Scott Preston of Preston Investments in Kingman may not be a Jedi, but he's definitely making a disturbance in the Force.
The newest film in the Star Wars franchise, "Star Wars: The Force Awakens," is set to premiere Thursday evening, but the first showing at Brenden Theatres is already full.
That's because Preston bought out a third of the auditorium last week, scooping up 60 tickets before they sold out.
Fortunately, Preston isn't a nefarious Sith lord or a member of the Hutt cartel. He's just a big Star Wars fan, and he wants to share his joy for the films with as many people as possible.
This week, Preston will be giving out the tickets to those who want to see Star Wars but otherwise can't afford to go. No strings attached: just speak to Preston at his business on 4345 Stockton Hill Road if you're interested in picking one up.
"I stole the idea," said Preston. "I read about someone else doing it in Wisconsin. I thought, 'I can do this.' My clients know I'm the Star Wars guy. With Christmas coming up, I thought it would be a really cool thing."
Preston spoke with Annette Lochner, supervisor at Brenden Theatre, to organize the purchase.
"I think it's a great thing," said Lochner. "We don't see that kind of thing often. I think it's awesome he's doing something like that."
A collection of galactic proportions
This isn't a run-of-the-mill spice run for Preston, either. Seeing "Star Wars" on the big screen, and the culture around the films and canon, is something Preston enjoys.
"I was born in '72 and saw the first film when I was five. I remember thinking how cool this was. Nobody thought it would be this iconic thing," he said.
At the time, nobody knew that "Star Wars" would generate more than $28 billion in revenue over nearly 40 years. They also didn't know that "Star Wars" would change the toy and collectables landscape forever.
A good chunk of the revenue generated off of "Star Wars," nearly $12 billion, came from sales of action figures, lightsabers, toys and more. And Preston, who got his first "Star Wars" toys in the late 1970s, is one of those collectors looking to scoop up anything "Star Wars"-related.

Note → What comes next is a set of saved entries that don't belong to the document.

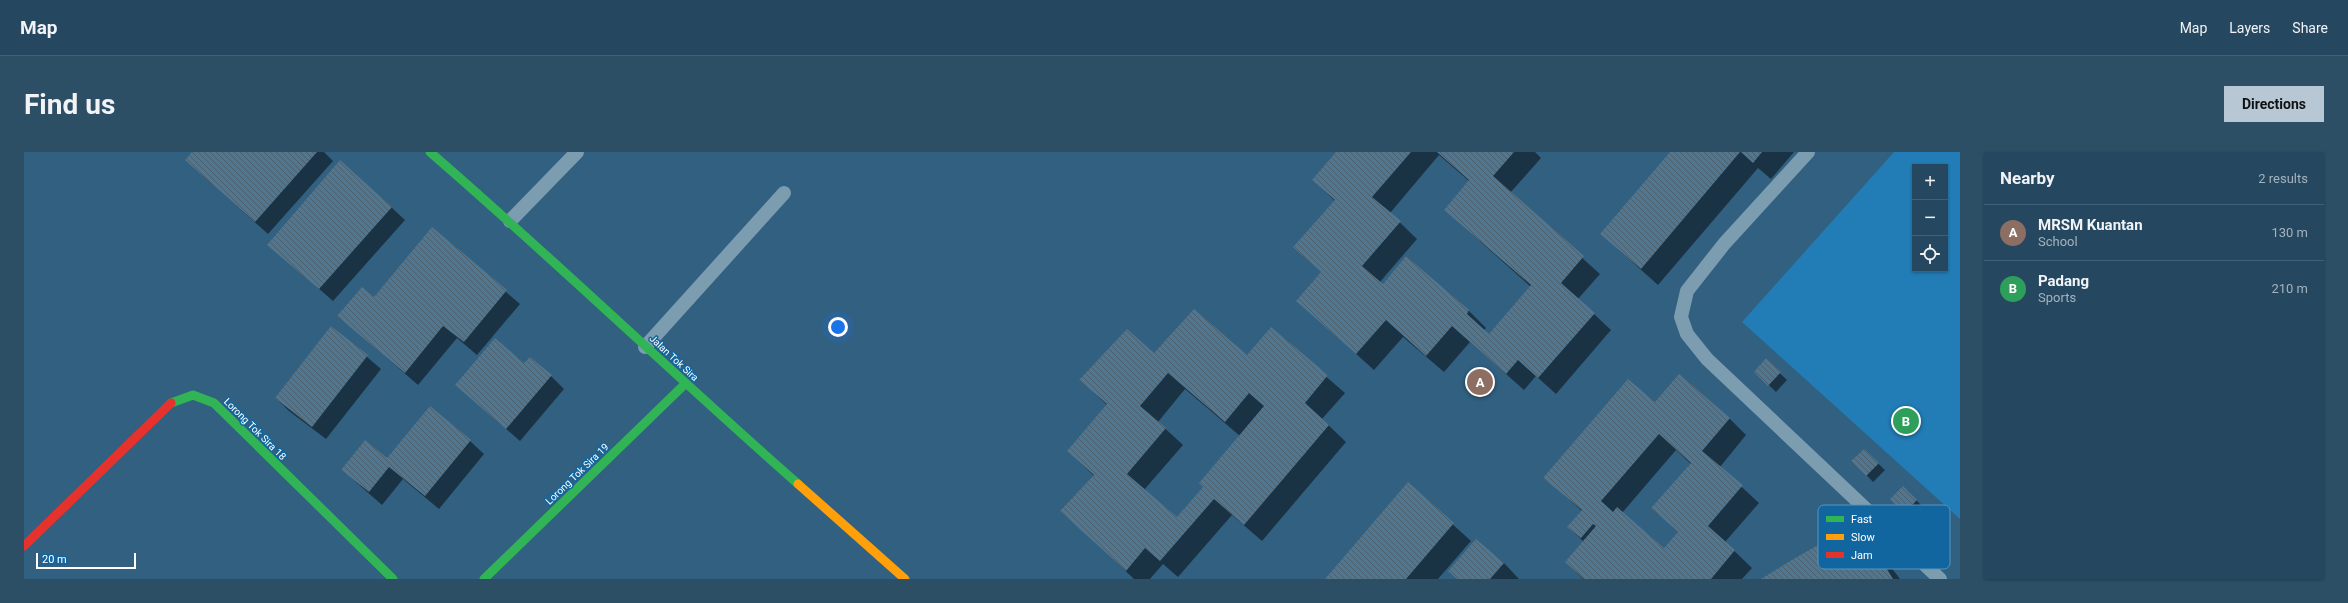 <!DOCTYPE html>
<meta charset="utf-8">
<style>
body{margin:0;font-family:Roboto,sans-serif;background:#2d4f66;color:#f1f3f6}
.controls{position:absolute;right:12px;top:12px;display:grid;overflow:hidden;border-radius:0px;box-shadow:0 1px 3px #0004}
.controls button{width:36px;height:36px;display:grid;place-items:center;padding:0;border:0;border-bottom:1px solid #426075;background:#254860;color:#f1f3f6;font:20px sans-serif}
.scale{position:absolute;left:12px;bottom:10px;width:100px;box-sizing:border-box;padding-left:4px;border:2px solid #fff;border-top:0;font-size:11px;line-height:14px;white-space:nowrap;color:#fff;-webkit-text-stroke:3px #1166a0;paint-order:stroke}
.you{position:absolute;left:814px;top:175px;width:14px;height:14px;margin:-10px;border:3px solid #fff;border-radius:50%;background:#1a73e8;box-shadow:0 0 0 6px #1a73e833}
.badge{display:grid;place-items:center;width:26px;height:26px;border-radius:50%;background:#b7c7d3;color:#fff;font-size:13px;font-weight:700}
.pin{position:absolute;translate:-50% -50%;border:2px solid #fff;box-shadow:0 1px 4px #0006}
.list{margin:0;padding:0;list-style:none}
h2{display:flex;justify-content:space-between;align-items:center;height:52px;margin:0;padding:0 16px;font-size:17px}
h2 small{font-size:13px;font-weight:400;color:#a3b2bd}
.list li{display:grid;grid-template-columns:26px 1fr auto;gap:12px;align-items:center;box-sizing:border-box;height:56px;padding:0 16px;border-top:1px solid #426075}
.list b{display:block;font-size:15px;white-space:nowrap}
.list p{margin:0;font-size:13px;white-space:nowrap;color:#a3b2bd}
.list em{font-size:13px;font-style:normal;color:#a3b2bd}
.icon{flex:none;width:22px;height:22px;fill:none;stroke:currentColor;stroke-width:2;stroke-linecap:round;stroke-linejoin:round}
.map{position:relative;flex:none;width:1936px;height:427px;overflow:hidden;border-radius:0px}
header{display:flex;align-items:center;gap:24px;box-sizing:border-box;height:56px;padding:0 20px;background:#254860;border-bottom:1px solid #426075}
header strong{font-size:19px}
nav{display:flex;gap:22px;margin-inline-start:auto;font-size:14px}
.intro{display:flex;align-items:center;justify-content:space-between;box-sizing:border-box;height:96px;padding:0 24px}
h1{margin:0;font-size:28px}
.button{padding:10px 18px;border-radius:0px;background:#b7c7d3;color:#111;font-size:14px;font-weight:700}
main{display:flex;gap:24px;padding:0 24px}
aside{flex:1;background:#254860;border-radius:0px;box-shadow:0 1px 3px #0004}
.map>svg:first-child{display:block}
.garden{fill:#227cb5;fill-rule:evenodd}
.shadow{fill:#0007;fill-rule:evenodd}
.building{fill:url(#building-back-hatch);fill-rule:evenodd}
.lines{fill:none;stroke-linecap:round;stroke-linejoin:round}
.lane{stroke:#7c9cb0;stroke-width:14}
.fast{stroke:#30b455;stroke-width:9}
.slow{stroke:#ff9f0a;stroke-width:9}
.jam{stroke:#e5322d;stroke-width:9}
.labels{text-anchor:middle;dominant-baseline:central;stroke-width:3;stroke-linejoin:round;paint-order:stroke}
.street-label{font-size:10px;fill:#fff;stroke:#1166a0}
.key{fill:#1166a0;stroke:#5894bc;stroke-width:1}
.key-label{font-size:11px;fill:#fff}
</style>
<header>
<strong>Map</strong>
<nav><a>Map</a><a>Layers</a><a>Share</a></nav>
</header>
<div class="intro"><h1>Find us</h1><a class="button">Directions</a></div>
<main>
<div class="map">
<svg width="1936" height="427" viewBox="0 0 1936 427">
<defs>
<pattern id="building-back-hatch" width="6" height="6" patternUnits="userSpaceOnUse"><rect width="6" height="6" fill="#51768f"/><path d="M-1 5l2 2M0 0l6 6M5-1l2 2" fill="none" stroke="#4e5f6a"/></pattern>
</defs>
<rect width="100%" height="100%" fill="#316080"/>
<!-- garden -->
<path class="garden" d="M1870 0H1936V367L1718 170ZM1891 15H1921V117H1891Z"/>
<!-- shadow -->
<path class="shadow" d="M169 0H300L309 9 244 82 176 21Z
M1313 0H1511L1517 6 1486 41 1576 122 1554 147 1587 178 1532 242 1512 224 1500 238 1446 190 1420 220 1379 185 1350 218 1273 149 1298 121 1271 95 1311 49 1289 28ZM1415 3 1445 29 1421 58 1507 135 1465 183 1460 178 1462 176 1445 159 1383 106 1359 133 1355 131 1393 87 1366 61Z
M1647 0H1770L1747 27 1734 16 1634 133 1577 82Z
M367 55 381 68 309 149 245 93Z
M408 77 496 152 453 203 433 186 394 233 315 164 350 147Z
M308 175 357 217 302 287 265 259 252 246Z
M1247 177 1321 241 1298 267 1322 290 1238 389 1208 363 1154 425 1139 412 1126 427H1110L1038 359 1070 324 1044 299 1083 253 1056 228 1130 203 1223 205ZM1161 237 1216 284 1180 335 1153 367 1120 338 1159 293 1134 270Z
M1742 208 1763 228 1752 240 1731 220Z
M500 213 527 224 540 237 496 289 432 233Z
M1631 252 1705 266 1722 283 1696 315 1735 351 1701 390 1728 416 1718 427H1559L1542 410 1560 390 1545 375 1558 359 1521 326ZM1652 298 1667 312 1628 356 1655 381 1640 398 1598 361Z
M446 289 460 302 415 357 379 327 358 353 318 318Z
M1840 298 1861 318 1849 330 1829 309Z
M1384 332 1447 389 1414 427H1302Z
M1879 335 1900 356 1888 367 1868 347Z
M1834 371 1876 427H1739Z
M1480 411 1495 427H1433Z"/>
<!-- building -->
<path class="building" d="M168 0H293L231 70 161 8Z
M1312 0H1387L1348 45 1377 69 1338 114 1359 132 1382 104 1445 158 1443 162 1465 182 1507 133 1420 58 1445 28 1413 0H1490L1469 24 1560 104 1537 131 1571 161 1514 226 1494 208 1482 222 1428 174 1402 204 1362 168 1332 202 1272 149 1297 120 1269 95 1311 48 1288 28Z
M1646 0H1716L1617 117 1576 82Z
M1717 0H1738L1729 11Z
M316 8 368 55 295 137 243 93Z
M408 75 483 138 440 190 419 174 381 221 313 164 338 135 350 145Z
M1170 157 1223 203 1247 175 1304 223 1281 251 1305 273 1220 373 1190 347 1136 409 1121 396 1102 419 1036 359 1070 323 1043 299 1083 252 1055 228 1103 177 1130 201ZM1144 221 1201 270 1225 241 1240 254 1175 331 1179 335 1153 365 1103 322 1142 276 1116 254Z
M307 174 344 203 288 275 251 246Z
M471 186 500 211 506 205 528 223 482 277 431 233Z
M1742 206 1757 220 1744 234 1730 220Z
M1655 222 1706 266 1678 299 1719 333 1684 374 1711 398 1687 427H1560L1541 410 1572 374 1569 372 1557 386 1543 375 1558 358 1519 326 1604 227 1631 250ZM1635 282 1667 311 1627 356 1654 380 1640 396 1593 355 1589 360 1577 349Z
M406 254 447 288 401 344 365 315 345 340 317 318 341 288 363 306Z
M1840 297 1855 311 1842 324 1827 309Z
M1384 330 1430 371 1382 427H1301Z
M1879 334 1893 348 1880 361 1866 347Z
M1834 370 1869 427H1737L1766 409Z
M1452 387 1480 411 1466 427H1433L1424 419Z"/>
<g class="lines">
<!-- lane -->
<path class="lane" d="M1784 0 1700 92 1663 139 1657 165 1663 182 1683 207 1916 427
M486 69 553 0
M621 195 760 41"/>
<!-- fast -->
<path class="fast" d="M406 0C531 108 650 223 774 332
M147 251 169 243 190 251 369 427
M460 427 661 232"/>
<!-- slow -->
<path class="slow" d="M774 332 881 427"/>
<!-- jam -->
<path class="jam" d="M0 394 147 251"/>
</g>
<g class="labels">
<!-- street labels -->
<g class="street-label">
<text transform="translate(650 206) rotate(43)">Jalan Tok Sira</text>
<text transform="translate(231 277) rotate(45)">Lorong Tok Sira 18</text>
<text transform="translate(553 322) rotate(-44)">Lorong Tok Sira 19</text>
</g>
</g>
<!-- legend -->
<rect x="1794" y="353" width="132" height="64" rx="6" class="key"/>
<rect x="1802" y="364" width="18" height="6" fill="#30b455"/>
<rect x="1802" y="382" width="18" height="6" fill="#ff9f0a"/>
<rect x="1802" y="400" width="18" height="6" fill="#e5322d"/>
<g class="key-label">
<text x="1827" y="371">Fast</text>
<text x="1827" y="389">Slow</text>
<text x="1827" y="407">Jam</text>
</g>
</svg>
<div class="controls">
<button>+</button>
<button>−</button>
<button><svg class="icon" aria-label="locate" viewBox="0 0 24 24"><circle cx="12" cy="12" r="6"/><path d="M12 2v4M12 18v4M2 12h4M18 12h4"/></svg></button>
</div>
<div class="scale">20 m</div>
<div class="you"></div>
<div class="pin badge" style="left:1456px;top:230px;background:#8d6e63">A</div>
<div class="pin badge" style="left:1882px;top:269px;background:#2e9e5b">B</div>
</div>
<aside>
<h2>Nearby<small>2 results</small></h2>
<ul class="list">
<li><span class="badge" style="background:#8d6e63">A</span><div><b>MRSM Kuantan</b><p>School</p></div><em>130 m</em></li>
<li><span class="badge" style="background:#2e9e5b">B</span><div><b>Padang</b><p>Sports</p></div><em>210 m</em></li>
</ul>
</aside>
</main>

In Preston's basement, protected behind a security door, is a room that comic book and "Star Wars" nerds can only dream of. A massive Silver Surfer from "Fantastic 4" greets you as you walk in. Life-size replicas of Darth Vader, Han Solo in carbonite, Superman, Wolverine and Stormtroopers stand at attention. Millennium Falcons the size of dinner tables sit wrapped in boxes while Preston finishes up moving in, right next to R2-D2 soda bins from the '90s. Plastic totes line the back wall, all full of Star Wars action figures dating back to the '70s.
The collection is massive. Preston has been collecting for years. Clients sometimes approach him and sell him "Star Wars" gear, and Preston is often excited to buy it.
He's a collector, though, not someone who "flips" collectables. While he didn't reveal the net worth of his collection, to Preston the toys are priceless.
"To me, it's more sentimental," said Preston. "I'm still a kid. It brings me back to childhood, when we were little kids. When we were just playing with them all the time. Everyone wants to be young like Peter Pan."
He plans to pass them on to his son, Logan, and his daughter, Sawyer.
Speaking of tickets ...
While Preston bought out the 7 p.m. showing on Thursday for "Star Wars: The Force Awakens," there is a 10 p.m. showing available that night at Brenden Theatres in Kingman. As of Monday afternoon, 48 tickets remained. Showings throughout the weekend are still available, even though presales are much higher than normal.
"It's going to be a pretty major weekend," said Lochner. "We've got 'Sisters' and 'Alvin and the Chipmunks' opening this weekend, too. I'm expecting a good holiday weekend."
Lochner's crew at Brenden Theatres have been prepping to deal with long lines and the spike in volume expected this weekend.
For those with tickets to one of the Thursday showings looking to camp out for that perfect seat, Brenden Theatres does have some restrictions in place.
Nobody can set up camp before 6 a.m. Thursday morning, and there is no smoking or drinking allowed in line. Normal rules, such as no backpacks or large purses, still apply. Costumes are welcome, but props constructed out of metal are prohibited as well as any masks that cover the face.
Lochner also said that items that "distract from the show for everyone else" are not allowed in the theater.